» WHAT IS REQUIRED
Every line of the data that includes "canvas" should be copied out.
#### AVAILABLE DATA
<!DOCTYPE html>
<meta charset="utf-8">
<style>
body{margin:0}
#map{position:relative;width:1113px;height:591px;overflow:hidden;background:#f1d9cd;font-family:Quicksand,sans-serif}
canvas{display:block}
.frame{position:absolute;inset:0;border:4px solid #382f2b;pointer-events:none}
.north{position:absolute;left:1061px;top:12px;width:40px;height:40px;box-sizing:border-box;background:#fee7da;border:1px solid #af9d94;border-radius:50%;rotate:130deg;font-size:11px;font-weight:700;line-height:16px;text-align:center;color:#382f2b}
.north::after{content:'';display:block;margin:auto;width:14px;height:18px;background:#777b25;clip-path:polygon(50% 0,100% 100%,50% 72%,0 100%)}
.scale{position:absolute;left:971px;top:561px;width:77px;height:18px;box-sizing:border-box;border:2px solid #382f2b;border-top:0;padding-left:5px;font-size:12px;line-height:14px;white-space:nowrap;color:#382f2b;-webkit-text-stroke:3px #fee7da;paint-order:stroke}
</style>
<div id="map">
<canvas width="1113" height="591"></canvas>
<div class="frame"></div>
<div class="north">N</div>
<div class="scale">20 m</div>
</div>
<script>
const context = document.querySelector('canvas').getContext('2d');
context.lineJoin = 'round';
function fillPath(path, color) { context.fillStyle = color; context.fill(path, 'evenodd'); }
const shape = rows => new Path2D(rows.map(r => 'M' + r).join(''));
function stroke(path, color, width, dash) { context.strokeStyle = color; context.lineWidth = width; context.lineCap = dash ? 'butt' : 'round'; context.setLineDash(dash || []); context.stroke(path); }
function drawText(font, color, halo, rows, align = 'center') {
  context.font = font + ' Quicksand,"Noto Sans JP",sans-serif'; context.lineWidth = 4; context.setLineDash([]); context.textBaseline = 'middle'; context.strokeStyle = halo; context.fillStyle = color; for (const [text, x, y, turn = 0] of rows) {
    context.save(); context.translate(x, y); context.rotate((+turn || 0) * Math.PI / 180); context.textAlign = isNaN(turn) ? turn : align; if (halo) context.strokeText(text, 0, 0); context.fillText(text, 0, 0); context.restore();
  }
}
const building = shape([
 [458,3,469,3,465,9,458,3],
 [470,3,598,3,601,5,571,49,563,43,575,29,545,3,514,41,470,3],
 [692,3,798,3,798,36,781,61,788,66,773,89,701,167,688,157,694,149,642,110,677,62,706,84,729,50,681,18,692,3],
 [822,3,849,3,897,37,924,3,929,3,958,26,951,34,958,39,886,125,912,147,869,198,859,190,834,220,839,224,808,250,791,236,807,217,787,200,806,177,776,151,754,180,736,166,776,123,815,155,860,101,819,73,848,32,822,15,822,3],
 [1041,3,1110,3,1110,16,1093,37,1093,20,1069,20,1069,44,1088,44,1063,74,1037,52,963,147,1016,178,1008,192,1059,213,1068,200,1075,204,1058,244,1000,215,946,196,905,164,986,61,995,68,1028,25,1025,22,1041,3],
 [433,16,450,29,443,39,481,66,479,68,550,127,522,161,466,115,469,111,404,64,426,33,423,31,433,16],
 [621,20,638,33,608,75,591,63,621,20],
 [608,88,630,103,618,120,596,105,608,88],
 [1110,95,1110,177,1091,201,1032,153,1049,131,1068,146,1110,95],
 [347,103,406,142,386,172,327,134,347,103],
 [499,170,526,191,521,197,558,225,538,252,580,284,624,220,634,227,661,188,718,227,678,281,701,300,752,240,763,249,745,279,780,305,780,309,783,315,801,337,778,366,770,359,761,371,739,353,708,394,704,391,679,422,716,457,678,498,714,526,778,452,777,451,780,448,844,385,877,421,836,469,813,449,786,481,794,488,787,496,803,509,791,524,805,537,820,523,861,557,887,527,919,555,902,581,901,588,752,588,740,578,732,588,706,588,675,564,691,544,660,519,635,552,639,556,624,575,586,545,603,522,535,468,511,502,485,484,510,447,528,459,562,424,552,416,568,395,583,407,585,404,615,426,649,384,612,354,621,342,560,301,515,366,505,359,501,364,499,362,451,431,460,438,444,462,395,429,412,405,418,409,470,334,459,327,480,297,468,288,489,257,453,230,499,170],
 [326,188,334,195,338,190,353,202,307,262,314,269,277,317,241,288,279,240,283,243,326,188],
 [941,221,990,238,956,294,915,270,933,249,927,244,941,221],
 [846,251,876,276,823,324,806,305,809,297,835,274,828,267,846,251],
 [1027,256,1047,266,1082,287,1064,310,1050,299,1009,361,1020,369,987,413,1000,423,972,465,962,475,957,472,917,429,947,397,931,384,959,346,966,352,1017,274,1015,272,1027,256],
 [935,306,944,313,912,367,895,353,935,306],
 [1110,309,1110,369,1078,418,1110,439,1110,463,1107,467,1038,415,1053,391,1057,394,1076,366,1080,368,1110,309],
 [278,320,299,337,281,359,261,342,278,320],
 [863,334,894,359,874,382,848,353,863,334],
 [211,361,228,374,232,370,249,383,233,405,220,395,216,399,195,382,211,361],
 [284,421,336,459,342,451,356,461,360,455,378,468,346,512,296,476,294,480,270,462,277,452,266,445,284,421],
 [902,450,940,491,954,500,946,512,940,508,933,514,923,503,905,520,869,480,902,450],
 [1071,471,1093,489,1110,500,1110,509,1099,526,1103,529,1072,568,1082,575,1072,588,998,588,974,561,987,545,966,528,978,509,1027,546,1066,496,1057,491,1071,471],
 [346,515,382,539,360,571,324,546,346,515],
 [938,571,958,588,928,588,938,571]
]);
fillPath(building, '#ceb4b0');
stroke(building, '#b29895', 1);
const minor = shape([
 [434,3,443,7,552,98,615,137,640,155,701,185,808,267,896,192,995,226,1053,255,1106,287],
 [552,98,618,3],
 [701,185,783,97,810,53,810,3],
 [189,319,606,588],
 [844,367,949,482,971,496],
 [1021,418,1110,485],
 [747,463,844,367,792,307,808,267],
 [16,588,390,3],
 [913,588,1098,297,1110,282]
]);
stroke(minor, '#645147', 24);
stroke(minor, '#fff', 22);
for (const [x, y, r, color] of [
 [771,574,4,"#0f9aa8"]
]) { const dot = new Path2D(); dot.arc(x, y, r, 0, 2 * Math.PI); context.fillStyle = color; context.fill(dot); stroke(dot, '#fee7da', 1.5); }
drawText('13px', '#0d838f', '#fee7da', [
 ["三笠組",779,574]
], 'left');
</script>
########
» SOLUTION
canvas{display:block}
<canvas width="1113" height="591"></canvas>
const context = document.querySelector('canvas').getContext('2d');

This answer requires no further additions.